Sederhanaku Membawa Petaka

8 5 0
                                    

Langit yang tadinya biru, kini jadi kelabu. Kututup mataku, menikmati hari baru. Kurasakan udara dingin menerpa wajahku, serta tirai putih yang tergantung di jendela kamarku.

Perlahan rintik hujan pun turun, bersamaan dengan hilangnya rasa kecewaku. Aku buka mataku lalu beranjak meninggalkan hal damai yang kusukai.

Kututup jendela, tak mau rintiknya masuk menerpa tubuhku. Tapi, ketenanganku tiba-tiba saja terganggu, aku menghela napas.

BRAK!

"Suara apa lagi itu? Ya ampuun."

Aku berjalan ke sumber suara dan menemukan atap yang terbuat dari batu bata ini jatuh tertiup angin yang kencang. Aku memijat dahiku, pusing menyerangku lagi.

Aku menarik napas dalam-dalam lalu menghembuskannya pelan-pelan, bersiap untuk memanjat ke atas dikeadaan yang seperti ini.

Percayalah, memanjat atap rumah dalam keadaan seperti ini adalah hal yang sangat susah. Untungnya atapku terbuat dari batu bata jadi kelicinannya berkurang. Tetapi jika salah melangkah, kamu akan terjatuh bersama batu batanya.

Setelah sampai pada tempat batu bata yang jatuh, aku mengambil batu bata yang baru dan mencoba memperbaikinya. Selesai sudah masalah, aku pun kembali turun dan menikmati lagi ketenangan hidup yang susah kudapatkan ini.

Aku menyiapkan air hangat untuk aku mandi, dan setelahnya aku menyiapkan air panas untuk membuat teh. Menurutku yang paling enak dinikmati saat cuaca dingin seperti ini adalah teh hangat, ah memikirkannya saja sudah membuatku nyaman.

Cerek berteriak memanggilku agar mematikannya, aku pun tersadar dari lamunan teh hangat lalu beranjak dari kursi untuk memenuhi panggilannya.

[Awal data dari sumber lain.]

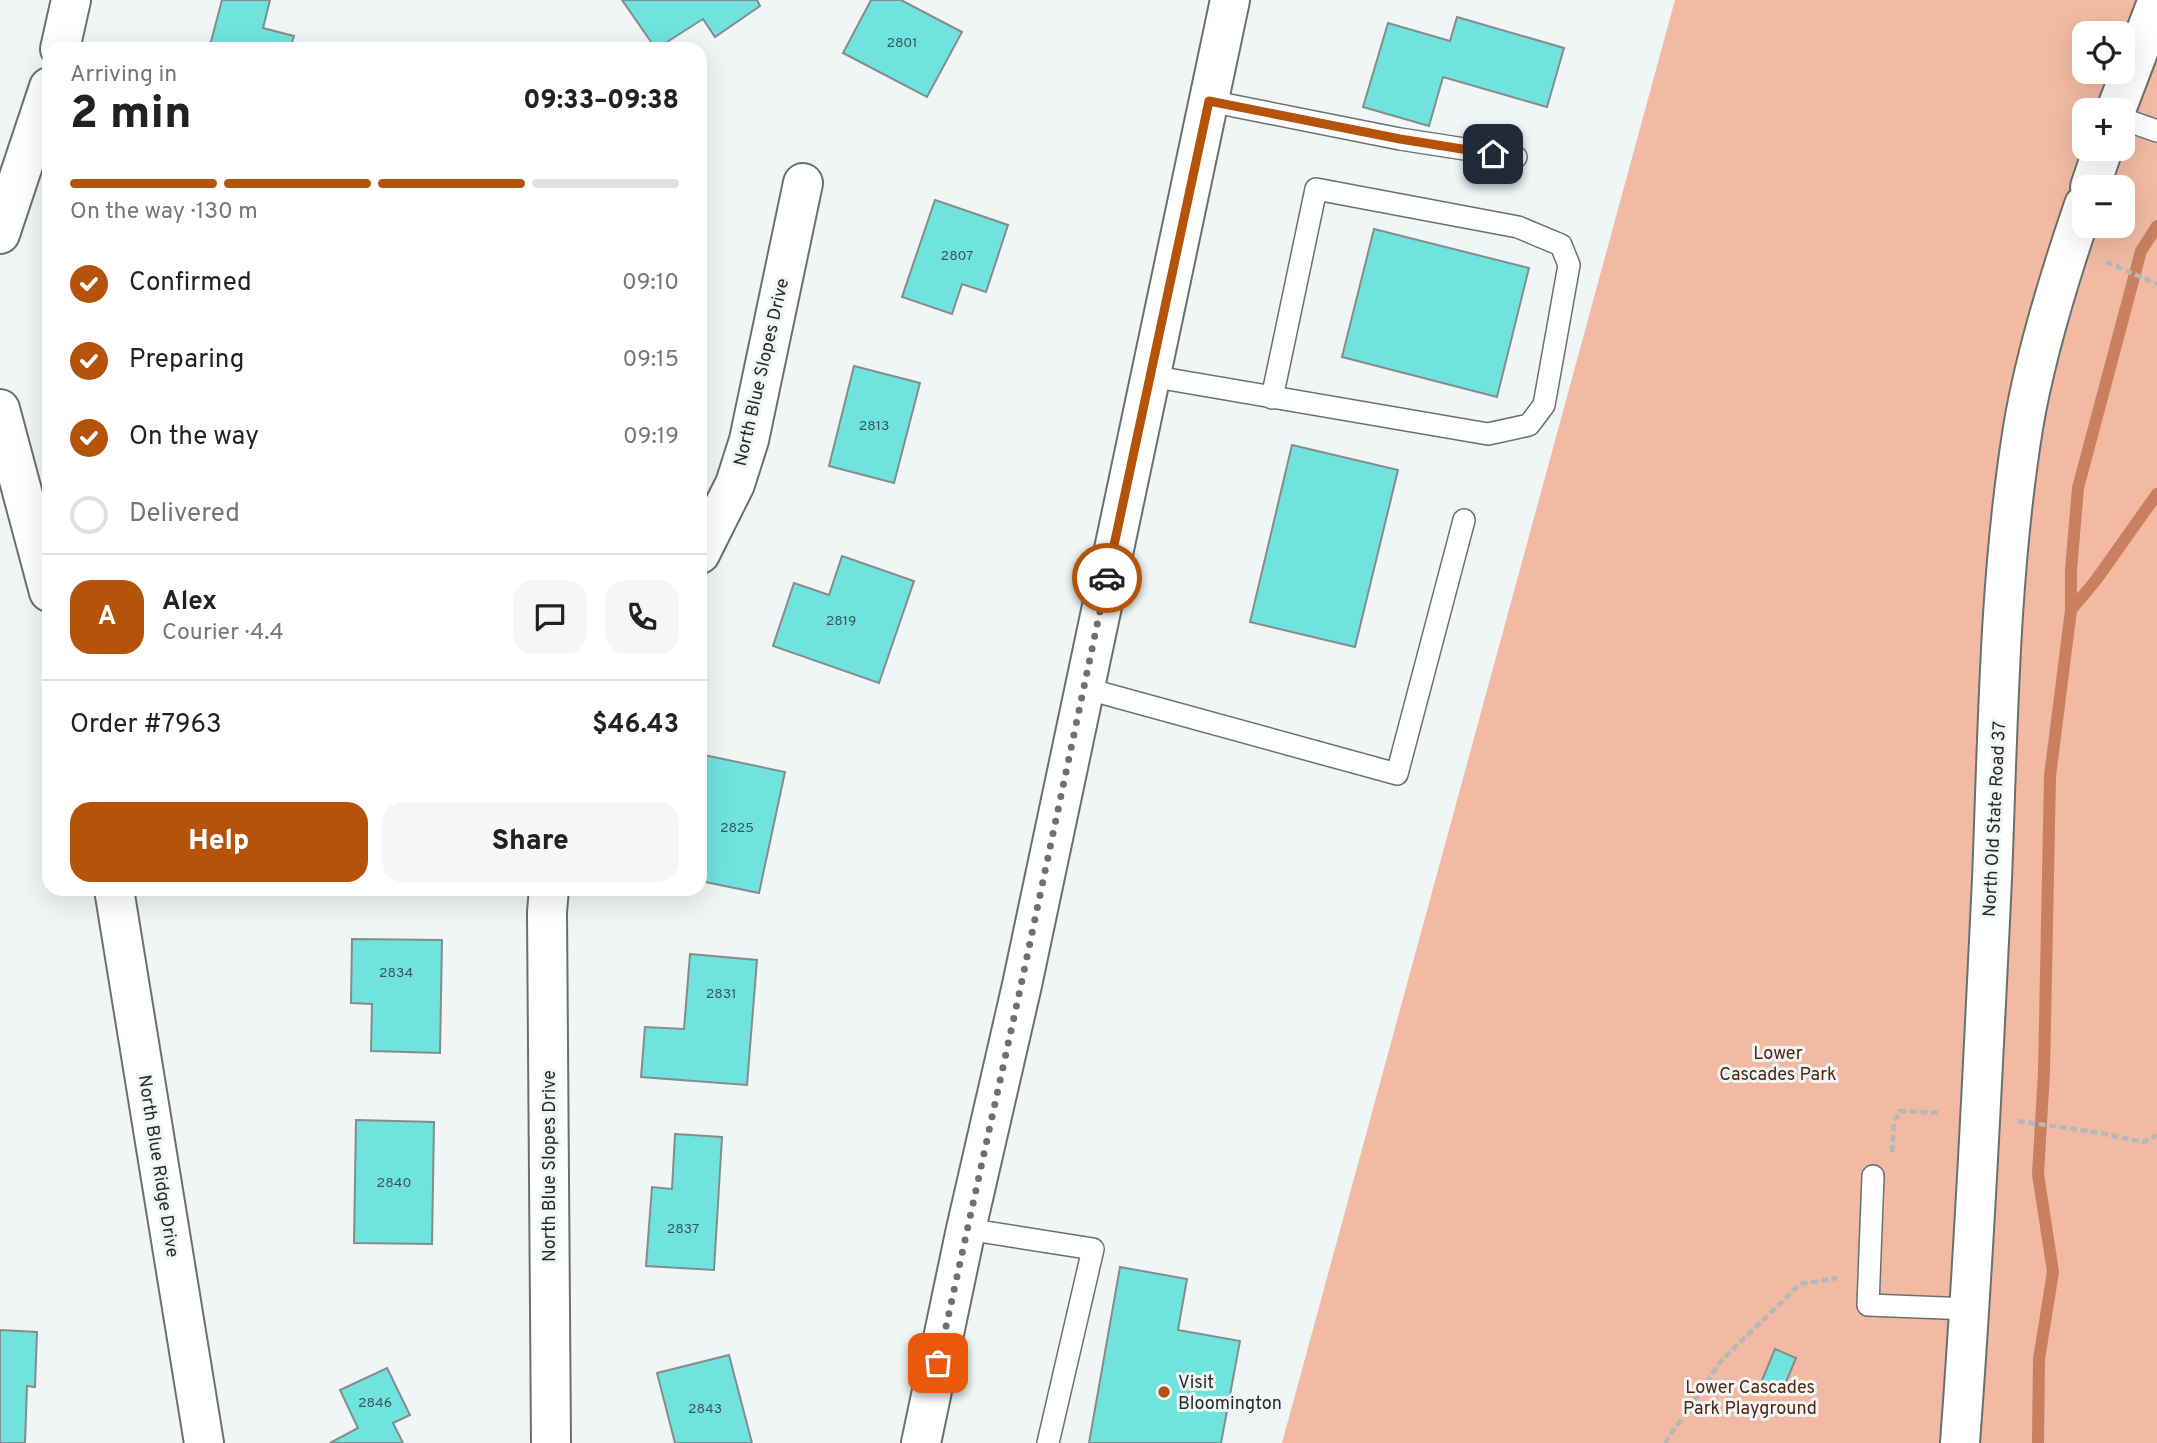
<!DOCTYPE html>
<html lang="en">
<head>
<meta charset="utf-8">
<style>
  :root { --surface:#fff; --page:#f6f6f6; --text:#222; --muted:#767676; --line:#e0e0e0; --accent:#b45309 }
  body { margin:0; font-family:Overpass,sans-serif; background:var(--page); color:var(--text); height:100vh; display:flex; flex-direction:column; font-size:26px; white-space:nowrap }
  * { box-sizing:border-box; margin:0 }
  p { font-size:23px; color:var(--muted) }
  .icon { flex:none; width:38px; height:38px; fill:none; stroke:currentColor; stroke-width:2; stroke-linecap:round; stroke-linejoin:round }
  .map { position:relative; flex:1; overflow:hidden }
  .drawer { position:absolute; left:42px; top:42px; width:665px; height:854px; display:flex; flex-direction:column; background:var(--surface); border-radius:21px; box-shadow:0 7px 28px #0002 }
  .drawer>* { flex:none }
  .tools { position:absolute; left:2072px; top:21px; display:grid; gap:14px }
  .tools a { display:grid; place-items:center; width:63px; height:63px; border-radius:14px; background:var(--surface); box-shadow:0 7px 28px #0002; font-size:35px }
  .pin { position:absolute; display:grid; place-items:center; width:60px; height:60px; color:#fff; margin:-30px; border-radius:14px; box-shadow:0 4px 10px #0006 }
  .courier { position:absolute; display:grid; place-items:center; width:70px; height:70px; margin:-35px; border:5px solid #b45309; border-radius:50%; background:#fff; color:#222; box-shadow:0 2px 9px #0007 }
  .headline em { font-style:normal; font-weight:800 }
  .headline div { display:flex; flex-direction:column-reverse }
  .headline { display:flex; align-items:center; justify-content:space-between; height:119px; padding:0 28px }
  h1 { font-size:46px; font-weight:800; line-height:52px }
  .bar { display:grid; grid-template-columns:repeat(4,1fr); gap:10px 7px; align-content:center; height:84px; padding:0 28px }
  .bar i { height:9px; border-radius:5px; background:var(--line) }
  .bar .on { background:var(--accent) }
  .bar p { grid-column:span 4 }
  .line { display:flex; align-items:center; gap:18px; padding:0 28px; border-top:2px solid var(--line) }
  .line div { flex:1 }
  .round { display:grid; place-items:center; flex:none; width:74px; height:74px; border-radius:21px; background:var(--page) }
  ol { padding:0 28px; list-style:none }
  li { display:flex; align-items:center; gap:21px; height:77px }
  li p { margin-inline-start:auto }
  li .icon { padding:7px; border-radius:50%; background:var(--accent); color:#fff; stroke-width:4 }
  li:last-child { color:var(--muted) }
  li i { width:38px; height:38px; border:4px solid var(--line); border-radius:50% }
  .cta { display:flex; gap:14px; margin-top:auto; padding:14px 28px }
  .cta a { flex:1; height:80px; border-radius:21px; background:var(--accent); color:#fff; font-size:28px; font-weight:800; line-height:80px; text-align:center }
  .cta a+a { background:var(--page); color:var(--text) }
  .map>svg:first-child { display:block }
</style>
</head>
<body>
<div class="map">
<svg width="2157" height="1443" viewBox="0 0 2157 1443">
  <rect width="100%" height="100%" fill="#eff6f5"/>
  <path fill="#f2baa2" fill-rule="evenodd" d="M1675,0H2157V1443H1282ZM2084,33H2123V72H2084ZM2084,110H2123V149H2084ZM2084,187H2123V226H2084Z"/>
  <g fill="none" stroke-linecap="round" stroke-linejoin="round">
    <g stroke="#ca7f5e" stroke-width="12">
      <polyline points="2071,610 2096,580 2157,494"/>
      <polyline points="2038,1443 2039,1359 2053,1272 2038,1174 2044,1072 2050,776 2071,610 2071,570 2078,488 2141,251 2157,226"/>
    </g>
  </g>
  <g fill="#70e3de" stroke="#858c8b" stroke-width="2">
    <polygon points="222,0 270,0 263,28 294,36 290,49 209,49"/>
    <polygon points="622,0 757,0 760,6 715,37 703,19 656,49"/>
    <polygon points="871,0 901,0 962,32 927,97 843,53"/>
    <polygon points="1457,17 1564,48 1547,107 1443,77 1429,126 1363,107 1388,23 1450,41"/>
    <polygon points="935,200 1008,225 986,292 962,284 952,314 902,297"/>
    <polygon points="1374,229 1529,268 1497,397 1342,357"/>
    <polygon points="854,366 920,383 894,483 829,466"/>
    <polygon points="1292,445 1398,470 1355,647 1250,622"/>
    <polygon points="842,556 914,581 879,683 773,646 794,583 829,595"/>
    <polygon points="704,755 785,772 759,893 700,881 700,773"/>
    <polygon points="352,939 442,940 440,1053 371,1051 372,1004 351,1003"/>
    <polygon points="690,954 757,960 747,1085 641,1077 645,1027 684,1029"/>
    <polygon points="356,1120 434,1122 432,1244 354,1243"/>
    <polygon points="675,1134 722,1137 714,1270 646,1266 652,1187 672,1189"/>
    <polygon points="1120,1267 1187,1279 1178,1330 1240,1341 1221,1443 1089,1443"/>
    <polygon points="0,1330 37,1332 35,1387 27,1386 25,1443 0,1443"/>
    <polygon points="1775,1349 1796,1358 1781,1394 1760,1385"/>
    <polygon points="729,1355 752,1443 675,1443 657,1373"/>
    <polygon points="387,1368 410,1415 393,1423 403,1443 330,1443 358,1428 340,1390"/>
  </g>
  <g fill="none" stroke-linecap="round" stroke-linejoin="round">
    <g stroke="#6a7070" stroke-width="24">
      <g id="lane">
        <polyline points="1209,101 1400,139 1516,157"/>
        <polyline points="2123,119 2157,131"/>
        <polyline points="1150,376 1488,434 1529,425 1544,405 1569,265 1561,245 1518,227 1316,189 1272,398"/>
        <polyline points="1084,688 1397,774 1464,520"/>
        <polyline points="1873,1176 1868,1305 1970,1309"/>
        <polyline points="966,1229 1093,1249 1048,1443"/>
      </g>
    </g>
    <g stroke="#6a7070" stroke-width="42">
      <g id="street">
        <polyline points="60,49 71,0"/>
        <polyline points="2116,110 2157,2"/>
        <polyline points="2090,187 2103,149"/>
        <polyline points="0,234 49,87"/>
        <polyline points="0,409 49,592"/>
        <polyline points="700,554 735,484 749,440 803,183"/>
        <polyline points="114,889 204,1443"/>
        <polyline points="549,889 547,912 551,1443"/>
        <path d="M1960,1443C1974,1255 1983,1067 1992,879C1998,729 1999,577 2023,428C2035,355 2060,275 2084,205"/>
      </g>
    </g>
    <g stroke="#6a7070" stroke-width="42">
      <polyline id="primary" points="921,1443 966,1229 1022,985 1230,0"/>
    </g>
    <g stroke="#b3b8b8" stroke-width="4.5" stroke-dasharray="7 3.5" stroke-linecap="butt">
      <polyline points="2106,262 2157,284"/>
      <polyline points="2018,1121 2101,1133 2143,1142 2157,1135"/>
      <polyline points="1892,1152 1894,1122 1900,1111 1940,1113"/>
      <polyline points="1665,1443 1721,1361 1800,1284 1837,1278"/>
    </g>
    <use href="#lane" stroke="#fff" stroke-width="21"/>
    <use href="#street" stroke="#fff" stroke-width="38"/>
    <use href="#primary" stroke="#fff" stroke-width="38"/>
  </g>
  <g fill="none" stroke-linecap="round" stroke-linejoin="round">
    <polyline stroke="#6e7171" stroke-width="7" stroke-dasharray="0 12.6" points="938,1363 1021,985 1107,578"/>
    <polyline stroke="#b45309" stroke-width="9" points="1107,578 1209,101 1400,139 1493,154"/>
  </g>
  <circle fill="#b5511d" stroke="#eff6f5" stroke-width="2.5" cx="1164" cy="1392" r="7"/>
  <g text-anchor="middle" stroke-width="6" stroke-linejoin="round" paint-order="stroke">
    <g font-size="14" fill="#3a5857">
      <text x="902" y="47">2801</text>
      <text x="957" y="260">2807</text>
      <text x="874" y="430">2813</text>
      <text x="841" y="625">2819</text>
      <text x="737" y="832">2825</text>
      <text x="396" y="977">2834</text>
      <text x="721" y="998">2831</text>
      <text x="394" y="1187">2840</text>
      <text x="683" y="1233">2837</text>
      <text x="375" y="1407">2846</text>
      <text x="705" y="1413">2843</text>
    </g>
    <g font-size="18" fill="#282a2a" stroke="#eff6f5">
      <text transform="translate(761 372) rotate(-77)" y="6">North Blue Slopes Drive</text>
      <text transform="translate(1994 819) rotate(-87)" y="6">North Old State Road 37</text>
      <text transform="translate(159 1166) rotate(81)" y="6">North Blue Ridge Drive</text>
      <text transform="translate(549 1166) rotate(-90)" y="6">North Blue Slopes Drive</text>
    </g>
    <g font-size="18" fill="#56250d" stroke="#eff6f5">
      <text x="1778" y="1059">Lower<tspan x="1778" dy="21">Cascades Park</tspan></text>
      <text x="1750" y="1393">Lower Cascades<tspan x="1750" dy="21">Park Playground</tspan></text>
    </g>
    <g font-size="18" fill="#282a2a" stroke="#eff6f5" text-anchor="start">
      <text x="1178" y="1388">Visit<tspan x="1178" dy="21">Bloomington</tspan></text>
    </g>
  </g>
</svg>
<div class="tools">
<a><svg class="icon" aria-label="locate" viewBox="0 0 24 24"><circle cx="12" cy="12" r="6"/><path d="M12 2v4M12 18v4M2 12h4M18 12h4"/></svg></a>
<a>+</a>
<a>−</a>
</div>
<div class="pin" style="left:938px;top:1363px;background:#ea580c"><svg class="icon" aria-label="bag" viewBox="0 0 24 24"><path d="M5 8h14l-1 12H6zM9 8a3 3 0 0 1 6 0"/></svg></div>
<div class="pin" style="left:1493px;top:154px;background:#1f2937"><svg class="icon" aria-label="home" viewBox="0 0 24 24"><path d="M3 11l9-7 9 7M6 9v11h12V9"/></svg></div>
<div class="courier" style="left:1107px;top:578px"><svg class="icon" aria-label="car" viewBox="0 0 24 24"><path d="M5 17H2v-5l4-1 3-4h7l3 4 3 1v5h-3M9 17h6M6 11h13"/><circle cx="7" cy="17" r="2"/><circle cx="17" cy="17" r="2"/></svg></div>
<section class="drawer">
<div class="headline"><div><h1>2 min</h1><p>Arriving in</p></div><em>09:33–09:38</em></div>
<div class="bar"><i class="on"></i><i class="on"></i><i class="on"></i><i></i><p>On the way · 130 m</p></div>
<ol>
<li><svg class="icon" aria-label="check" viewBox="0 0 24 24"><path d="M5 12l5 5 9-10"/></svg>Confirmed<p>09:10</p></li>
<li><svg class="icon" aria-label="check" viewBox="0 0 24 24"><path d="M5 12l5 5 9-10"/></svg>Preparing<p>09:15</p></li>
<li><svg class="icon" aria-label="check" viewBox="0 0 24 24"><path d="M5 12l5 5 9-10"/></svg>On the way<p>09:19</p></li>
<li><i></i>Delivered</li>
</ol>
<div class="line" style="height:126px"><b class="round" style="background:var(--accent);color:#fff">A</b><div><b>Alex</b><p>Courier · 4.4</p></div><a class="round"><svg class="icon" aria-label="chat" viewBox="0 0 24 24"><path d="M4 5h16v11H9l-5 4z"/></svg></a><a class="round"><svg class="icon" aria-label="phone" viewBox="0 0 24 24"><path d="M5 4h4l2 5-3 2q2 4 5 5l2-3 5 2v4C11 20 4 13 5 4z"/></svg></a></div>
<div class="line" style="height:91px"><div>Order #7963</div><b>$46.43</b></div>
<div class="cta"><a>Help</a><a>Share</a></div>
</section>
</div>
</body>
</html>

Dengan telaten, kusiapkan air hangat untukku mandi dan memasak lagi air panas untuk teh hangat. Bertepatan dengan aku selesai mandi, cerek itu kembali berteriak memanggilku, setengah berlari aku menghampirinya.

Namun, aku malah terjatuh dan terduduk di lantai. Aku mengerang kesakitan dan tiba-tiba saja air mataku ikut menemani kesakitan ini. Cerek yang belum kupenuhi permintaannya malah menyemburkan air yang ada di dalam perutnya, terpaksa aku coba bangkit walaupun masih terasa sangat sakit.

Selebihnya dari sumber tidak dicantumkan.